To take a critical approach to the current phenomenon of ‘generative artificial intelligence’, it is therefore worth putting the notion of intelligence and of the artificial aside and focusing entirely on the generative. What exactly is being generated here? In the following, I want to look at two aspects of this generation. First, the character of the generated content, in particular, the generated images. And, second, the generated political economy, that is, the new power structures emerging from this commercial field. The aim of this text is twofold: to draw these two dimensions together, as they are closely interrelated but usually treated separately; and, focusing on two, exemplary artistic projects, to show that there is no techno-determinism at work. Rather, this field could, and should, be configured differently, particularly from the perspective of creating a more egalitarian version of democracy.
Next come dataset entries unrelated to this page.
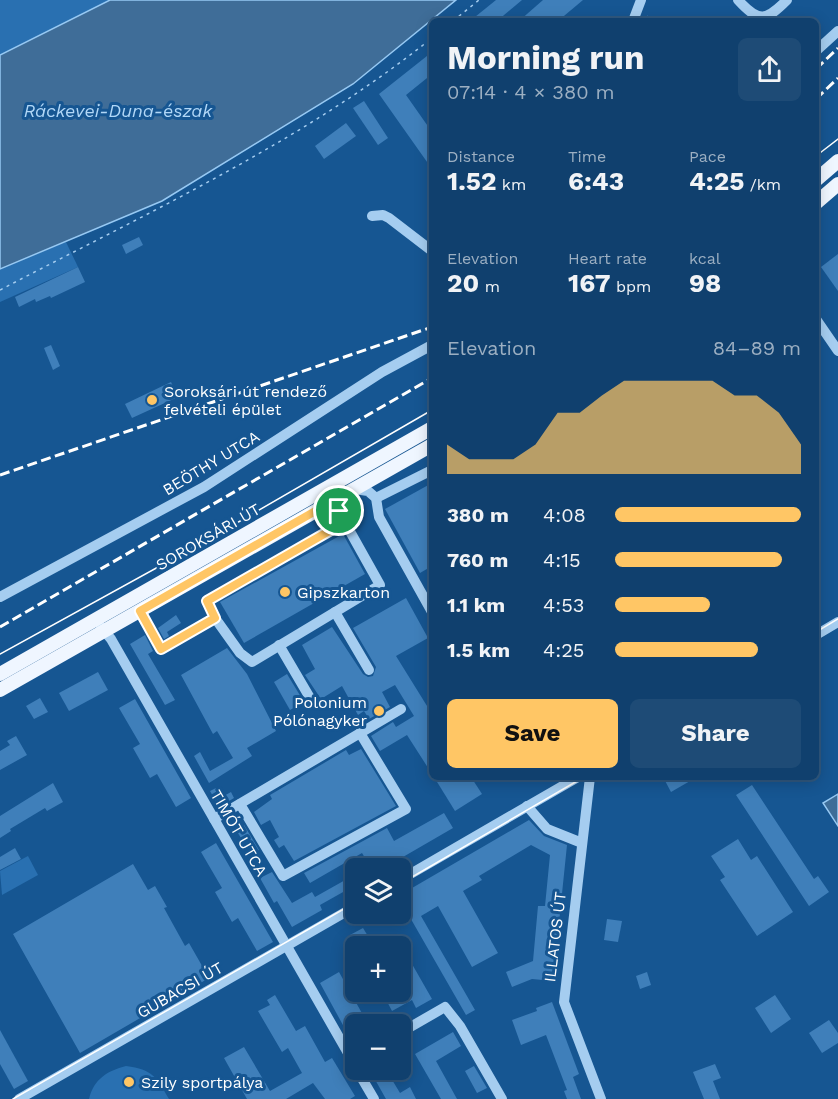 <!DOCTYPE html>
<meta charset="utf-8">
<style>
:root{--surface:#10406e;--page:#1e4b76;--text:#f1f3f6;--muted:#9cafc2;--line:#305981;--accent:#ffc665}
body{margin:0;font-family:"Work Sans",sans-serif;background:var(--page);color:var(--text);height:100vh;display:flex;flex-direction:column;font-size:22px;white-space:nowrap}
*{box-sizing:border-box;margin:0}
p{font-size:20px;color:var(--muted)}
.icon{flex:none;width:33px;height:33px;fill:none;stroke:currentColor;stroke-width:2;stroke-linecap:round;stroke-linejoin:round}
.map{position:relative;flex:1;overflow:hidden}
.sheet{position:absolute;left:429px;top:18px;width:390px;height:762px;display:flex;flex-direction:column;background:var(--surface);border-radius:9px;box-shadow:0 3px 15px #0003,0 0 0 2px var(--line)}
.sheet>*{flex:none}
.tools{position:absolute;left:345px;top:858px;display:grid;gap:12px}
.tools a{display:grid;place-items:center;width:66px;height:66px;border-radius:9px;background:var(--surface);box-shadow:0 3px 15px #0003,0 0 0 2px var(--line);font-size:30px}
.pin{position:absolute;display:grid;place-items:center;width:51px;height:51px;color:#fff;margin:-26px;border:3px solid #fff;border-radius:50%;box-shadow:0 2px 6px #0007}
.round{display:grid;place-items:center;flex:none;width:63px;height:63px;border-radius:9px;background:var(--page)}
.head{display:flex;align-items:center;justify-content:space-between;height:102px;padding:0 18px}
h1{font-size:33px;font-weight:700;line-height:45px}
.metrics{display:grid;grid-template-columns:repeat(3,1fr);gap:9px;height:102px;padding:6px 18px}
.metrics div{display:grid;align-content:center}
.metrics b{font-size:26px;font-weight:700}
.metrics small{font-size:16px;font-weight:400}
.metrics p{font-size:16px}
.chart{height:168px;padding:12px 18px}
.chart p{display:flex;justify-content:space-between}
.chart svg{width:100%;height:108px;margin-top:6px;fill:var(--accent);opacity:.7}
.primary-button{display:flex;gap:12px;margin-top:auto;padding:12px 18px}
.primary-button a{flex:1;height:69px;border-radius:9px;background:var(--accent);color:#111;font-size:24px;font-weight:700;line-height:69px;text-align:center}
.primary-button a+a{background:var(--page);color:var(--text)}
ul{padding:0 18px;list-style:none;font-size:20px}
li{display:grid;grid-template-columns:96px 72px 1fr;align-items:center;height:45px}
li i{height:15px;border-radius:8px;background:var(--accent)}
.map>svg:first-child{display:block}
</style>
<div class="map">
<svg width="838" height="1099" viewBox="0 0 838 1099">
<rect width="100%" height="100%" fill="#165692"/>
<!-- green -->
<g fill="#2970b1">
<path d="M 0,0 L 110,0 L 0,55 Z"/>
<path d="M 66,242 L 78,267 L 0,302 L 0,269 Z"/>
<path d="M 28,856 L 38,875 L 2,895 L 0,871 Z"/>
<path d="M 126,1066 C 153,1070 156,1076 169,1099 L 89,1099 C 94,1079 107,1071 126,1066 Z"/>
</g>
<!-- water -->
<g fill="#3f6d98" stroke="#97c9f3" stroke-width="1.5">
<path d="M 110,0 L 456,0 L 353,84 L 162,201 L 0,269 L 0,55 Z"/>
<path d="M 838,794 L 838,826 L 823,803 Z"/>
</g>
<!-- building -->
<g fill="#3f7fba">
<path d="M 496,0 L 522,0 L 497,21 L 470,21 Z"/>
<path d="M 543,0 L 583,0 L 558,21 L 519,21 Z"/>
<path d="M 432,52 L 432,74 L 406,95 L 432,132 L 432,169 L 379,94 Z"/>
<path d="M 364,101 L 388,138 L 378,145 L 353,108 Z"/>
<path d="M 346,123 L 356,136 L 324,159 L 315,146 Z"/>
<path d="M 139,237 L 143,245 L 126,254 L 122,245 Z"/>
<path d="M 838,254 L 838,291 L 821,267 Z"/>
<path d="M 78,267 L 85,282 L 51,298 L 50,296 L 36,302 L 35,299 L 19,307 L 15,297 Z"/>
<path d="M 51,345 L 60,366 L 53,370 L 44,348 Z"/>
<path d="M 171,382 L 178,397 L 132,418 L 125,404 Z"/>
<path d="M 432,483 L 432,566 L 420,573 L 385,509 Z"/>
<path d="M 343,534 L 365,574 L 244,643 L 220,602 Z"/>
<path d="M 406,598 L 428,638 L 396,656 L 432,714 L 432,774 L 407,735 L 380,751 L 371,736 L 393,722 L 396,727 L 414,716 L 395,685 L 382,692 L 390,707 L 369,719 L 364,711 L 358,715 L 342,686 L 321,699 L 305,675 L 315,669 L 302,645 L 332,627 L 363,674 L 368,677 L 373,676 L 376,667 L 353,628 Z"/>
<path d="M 176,615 L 181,623 L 167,632 L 169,636 L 164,639 L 158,628 Z"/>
<path d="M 145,635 L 153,651 L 148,654 L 175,700 L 165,705 L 130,644 Z"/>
<path d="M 227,648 L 247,674 L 276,731 L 247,748 L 252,756 L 209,783 L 194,756 L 200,752 L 210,771 L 233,758 L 217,731 L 213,734 L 181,675 Z"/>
<path d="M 98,672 L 108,690 L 69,711 L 59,693 Z"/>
<path d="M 287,674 L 304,702 L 290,710 L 274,682 Z"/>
<path d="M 40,698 L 48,712 L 34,719 L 26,706 Z"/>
<path d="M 135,699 L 191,798 L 176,807 L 157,774 L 150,778 L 133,748 L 140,744 L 119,708 Z"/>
<path d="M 16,736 L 27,755 L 0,770 L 0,751 L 10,745 L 7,741 Z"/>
<path d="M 361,749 L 396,806 L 294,861 L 284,845 L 279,848 L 274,840 L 279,837 L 270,820 L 261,825 L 254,812 L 272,799 L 270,795 L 346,750 L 349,755 Z"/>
<path d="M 434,777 L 471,777 L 482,794 L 455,811 Z"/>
<path d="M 663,777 L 697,777 L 671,792 Z"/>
<path d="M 53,783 L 63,802 L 47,811 L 45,808 L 10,829 L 11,831 L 0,838 L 0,816 Z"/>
<path d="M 752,785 L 814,879 L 818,876 L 829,892 L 809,906 L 736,795 Z"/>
<path d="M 216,788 L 222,800 L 222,797 L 231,792 L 234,798 L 219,807 L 210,791 Z"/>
<path d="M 444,813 L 453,828 L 384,868 L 371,868 L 362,853 L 310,883 L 304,873 L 387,828 L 394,841 Z"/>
<path d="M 529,820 L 544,836 L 567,845 L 553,981 L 532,979 L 512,987 L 506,972 L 533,961 L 538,906 L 545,906 L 550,855 L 531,845 L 479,876 L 482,880 L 463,891 L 498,953 L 472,967 L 438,906 L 421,916 L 475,1010 L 466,1015 L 400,900 L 400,895 Z"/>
<path d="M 244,825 L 259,850 L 251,854 L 236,830 Z"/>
<path d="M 738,839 L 751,860 L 757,856 L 793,912 L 757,936 L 720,880 L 725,877 L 711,856 Z"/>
<path d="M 216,843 L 273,942 L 257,951 L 238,918 L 232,922 L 215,892 L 222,888 L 201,852 Z"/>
<path d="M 15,848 L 21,859 L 0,870 L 0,857 Z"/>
<path d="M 133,864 L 148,890 L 155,886 L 167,907 L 164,908 L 185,946 L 189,943 L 209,978 L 80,1053 L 13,934 Z"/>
<path d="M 272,872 L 292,903 L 312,892 L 315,897 L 347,879 L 352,887 L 320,905 L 322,910 L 292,927 L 277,901 L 274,903 L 260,878 Z"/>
<path d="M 607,919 L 622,921 L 618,942 L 604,940 Z"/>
<path d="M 363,928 L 374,946 L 356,946 L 350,935 Z"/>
<path d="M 396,936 L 432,999 L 416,1008 L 412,1000 L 392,1011 L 382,992 L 407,992 L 400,980 L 400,946 L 377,946 Z"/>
<path d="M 339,972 L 368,1024 L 356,1024 L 356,1035 L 350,1038 L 320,983 Z"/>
<path d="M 647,972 L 651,985 L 640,989 L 636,976 Z"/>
<path d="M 275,995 L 296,1031 L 305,1026 L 325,1062 L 332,1058 L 355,1096 L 350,1099 L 325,1099 L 313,1083 L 286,1099 L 247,1099 L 224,1058 L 244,1047 L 270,1091 L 302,1073 L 288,1048 L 282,1052 L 258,1011 L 270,1005 L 267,1000 Z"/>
<path d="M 775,995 L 791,1019 L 771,1033 L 755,1008 Z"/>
<path d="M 552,1002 L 579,1074 L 573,1077 L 581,1099 L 567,1099 L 564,1091 L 567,1090 L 546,1035 L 521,1045 L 512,1020 L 537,1011 L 536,1008 Z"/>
<path d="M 829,1020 L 838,1033 L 838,1043 L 822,1053 L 809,1033 Z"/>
<path d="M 0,1030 L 28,1081 L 14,1089 L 0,1064 Z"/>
<path d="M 453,1032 L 461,1046 L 436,1061 L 457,1099 L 441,1099 L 415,1054 Z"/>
<path d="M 715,1064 L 721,1078 L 713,1081 L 720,1099 L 704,1099 L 693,1072 Z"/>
<path d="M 474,1066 L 487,1088 L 477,1093 L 465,1071 Z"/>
<path d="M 385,1070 L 393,1070 L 396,1075 L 391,1078 L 400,1093 L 410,1087 L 416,1099 L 386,1099 L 373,1076 Z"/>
</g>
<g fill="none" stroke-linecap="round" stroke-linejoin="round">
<!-- path -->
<g stroke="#a5cdf0" stroke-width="1.5" stroke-dasharray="3 4.5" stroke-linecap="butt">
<path d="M 647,16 L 648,21"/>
<path d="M 453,21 L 479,0"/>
<path d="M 0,290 C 147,213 302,142 432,38"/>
</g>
<!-- minor -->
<g stroke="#a5cdf0" stroke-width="10">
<path d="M 738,0 C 759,23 766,21 787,0"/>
<path d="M 633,21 L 641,0"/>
<path d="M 816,51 L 838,31"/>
<path d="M 372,216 L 383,215 L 389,218 L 432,251"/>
<path d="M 816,319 L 838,351"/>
<path d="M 354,489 L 368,491 L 376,498 L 379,517 L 432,612"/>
<path d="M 376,498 L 432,470"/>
<path d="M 0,597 L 204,487 L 382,372 L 432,345"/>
<path d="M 140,611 L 161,649 L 215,618 L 240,653 L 252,662 L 380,585 L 333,501"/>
<path d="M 335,612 L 369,670"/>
<path d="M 215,618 L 207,601 L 345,522"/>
<path d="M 101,627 L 111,639 L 356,1067"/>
<path d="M 816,635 L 838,622"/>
<path d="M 279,645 L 313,703"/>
<path d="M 590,777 L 564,1002 L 601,1099"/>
<path d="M 240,804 L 283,876 L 406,809 L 360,733"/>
<path d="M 527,806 L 547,829 L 582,843"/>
<path d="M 214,819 L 401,709"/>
<path d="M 400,880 L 578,777"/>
<path d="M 400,1033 L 445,1007 L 460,1026 L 502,1099"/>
<path d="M 357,1070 L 374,1099"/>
<path d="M 19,1099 L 356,906"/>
</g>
<!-- major -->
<g stroke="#eff6ff" stroke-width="14">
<path d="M 816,180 L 838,161"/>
<path d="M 816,203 L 838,184"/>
<path d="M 0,674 L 432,428"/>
<path d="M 0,690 L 432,445"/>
</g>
<!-- tram -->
<g stroke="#fff" stroke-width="1.5">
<path d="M 816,156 L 838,139"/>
<path d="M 816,632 L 838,619"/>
<path d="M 0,654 L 209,539 L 432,410"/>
<path d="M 400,884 L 584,777"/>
<path d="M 13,1099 L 356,902"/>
</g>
<!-- rail -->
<g stroke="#fff" stroke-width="3" stroke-dasharray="10 4.5" stroke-linecap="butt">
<path d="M 816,69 L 838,48"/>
<path d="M 816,99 L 838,78"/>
<path d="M 0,475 L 432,327"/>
<path d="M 0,627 L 432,378"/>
</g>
</g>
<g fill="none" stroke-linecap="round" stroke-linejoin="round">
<defs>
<path id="route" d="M 333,501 L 345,522 L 207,601 L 215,618 L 161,649 L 140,611 Z"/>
</defs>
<!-- route casing -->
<use href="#route" stroke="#fff" stroke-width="12"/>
<!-- route -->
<use href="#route" stroke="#ffc665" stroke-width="8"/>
</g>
<!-- markers -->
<g fill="#ffc665" stroke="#165692" stroke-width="2">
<circle cx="152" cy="400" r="6"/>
<circle cx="285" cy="592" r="6"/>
<circle cx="379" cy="711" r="6"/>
<circle cx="129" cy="1082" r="6"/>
</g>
<g text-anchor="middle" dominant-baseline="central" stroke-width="6" stroke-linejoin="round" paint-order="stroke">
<!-- poi labels -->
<g font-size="16" fill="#fff" stroke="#165692" text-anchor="start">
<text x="164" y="391">Soroksári út rendező<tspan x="164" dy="18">felvételi épület</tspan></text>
<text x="297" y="592">Gipszkarton</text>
<text x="367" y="702" text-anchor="end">Polonium<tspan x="367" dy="18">Pólónagyker</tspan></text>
<text x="141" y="1082">Szily sportpálya</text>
</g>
<!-- street labels -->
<g font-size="16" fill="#fff" stroke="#165692">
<text transform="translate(211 463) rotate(-31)">BEÖTHY UTCA</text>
<text transform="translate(208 537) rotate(-30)">SOROKSÁRI ÚT</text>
<text transform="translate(239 833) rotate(60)">TIMÓT UTCA</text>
<text transform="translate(555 937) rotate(-83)">ILLATOS ÚT</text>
<text transform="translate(180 990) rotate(-30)">GUBACSI ÚT</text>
</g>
<!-- water labels -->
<g font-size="18" font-style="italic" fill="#b1d7f7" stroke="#165692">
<text x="118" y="110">Ráckevei-Duna-észak</text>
</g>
</g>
</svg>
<div class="tools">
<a><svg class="icon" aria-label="layers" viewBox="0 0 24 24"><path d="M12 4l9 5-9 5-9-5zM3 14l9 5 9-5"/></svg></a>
<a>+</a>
<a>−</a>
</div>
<div class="pin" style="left:339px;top:511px;background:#1e9e55"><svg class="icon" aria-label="arrive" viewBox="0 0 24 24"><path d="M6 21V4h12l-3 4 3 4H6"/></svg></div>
<section class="sheet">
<div class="head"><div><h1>Morning run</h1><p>07:14 · 4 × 380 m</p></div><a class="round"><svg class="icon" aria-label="share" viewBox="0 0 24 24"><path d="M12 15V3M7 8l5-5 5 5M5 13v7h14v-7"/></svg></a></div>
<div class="metrics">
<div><p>Distance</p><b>1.52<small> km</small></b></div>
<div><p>Time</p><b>6:43</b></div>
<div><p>Pace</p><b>4:25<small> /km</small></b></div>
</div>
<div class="metrics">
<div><p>Elevation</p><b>20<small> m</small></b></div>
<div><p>Heart rate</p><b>167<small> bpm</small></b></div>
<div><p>kcal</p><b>98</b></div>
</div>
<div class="chart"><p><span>Elevation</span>84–89 m</p>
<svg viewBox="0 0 160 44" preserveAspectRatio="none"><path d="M0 44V32L10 38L20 38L30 38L40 32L50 19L60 19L70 12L80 6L90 6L100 6L110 6L120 6L130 12L140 12L150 19L160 32V44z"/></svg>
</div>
<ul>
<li><b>380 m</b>4:08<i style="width:100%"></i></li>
<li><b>760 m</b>4:15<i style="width:90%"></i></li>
<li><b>1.1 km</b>4:53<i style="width:51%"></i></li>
<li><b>1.5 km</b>4:25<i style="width:77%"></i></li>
</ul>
<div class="primary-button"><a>Save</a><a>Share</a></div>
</section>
</div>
Analytical vs. generative AI
Before focusing on the specific dimensions of generativity, it’s useful to distinguish between analytical and generative AI. Technically, there is no fundamental difference. In each case, it is a matter of recognizing and evaluating patterns in data. The difference lies in the application . In the first case, the aim is to make statements about this data, in the second case, to create something new from it. Analytical AI that recognizes and classifies patterns is already widespread today. And not just recently. Spam filters that can improve themselves based on informational feedback from users have been in use since the late 1990s. The transitions between the two categories can be fluid. The differences are clearest and most far-reaching from an epistemological perspective. To put it simply, analytical AI can be correct to varying degrees, while generative AI cannot. In the first case, we can apply analytical-empirical criteria that draw a distinction between ’true/false’ in order to evaluate the output; in the second case, we have to apply aesthetic-normative criteria such as ‘beautiful/ugly’ or ‘good/bad’. An image recognition program – a typical example of analytical AI – is being evaluated whether it correctly distinguishes cats from dogs. An image produced by Midjourney or another generative program is evaluated primarily on whether the viewer likes it or not. Again, the transitions are fluid. From this perspective, translation software is probably more analytical because it can make obvious mistakes that we can easily classify as ‘false’. However, it also contains generative elements when several equally correct translations exist for certain passages. Since there are no direct mistakes in either of them, we need to apply aesthetic criteria, that is, whether we like the version presented to us, or would prefer another one.
Generated Content
Pope, image generated using Google Gemini, end of February, 2024
In my opinion, these synthesized pope images are some of the most interesting that have been generated to date. They were created using Google Gemini, which was released at the beginning of 2024. The technical quality is impressive, quasi photo-realistic, and very rich in detail. However, the images went viral as a supposed wokeness scandal. The prompt ‘Generate an image of a pope’ presented people of different genders and colors as popes! Critical scientists, particularly women of color, have been talking about bias and discrimination through AI for years, yet this discussion suddenly reached the mainstream when white men felt discriminated against. Sundai Pichar, CEO of Google, had to apologize publicly. But for what? For a lack of historical accuracy? There is a broad consensus among historians that there has never been a female pope. The critical study of the sources offers no evidence. But such a historical approach corresponds neither to the method nor to the claim of image generation.
Generic Pastness
Generative methods build on patterns that have been extracted from an existing data set (training data), for images that are assumed to be relevant, such as those with the label ‘pope’. And this data set is likely to contain also images of a female pope.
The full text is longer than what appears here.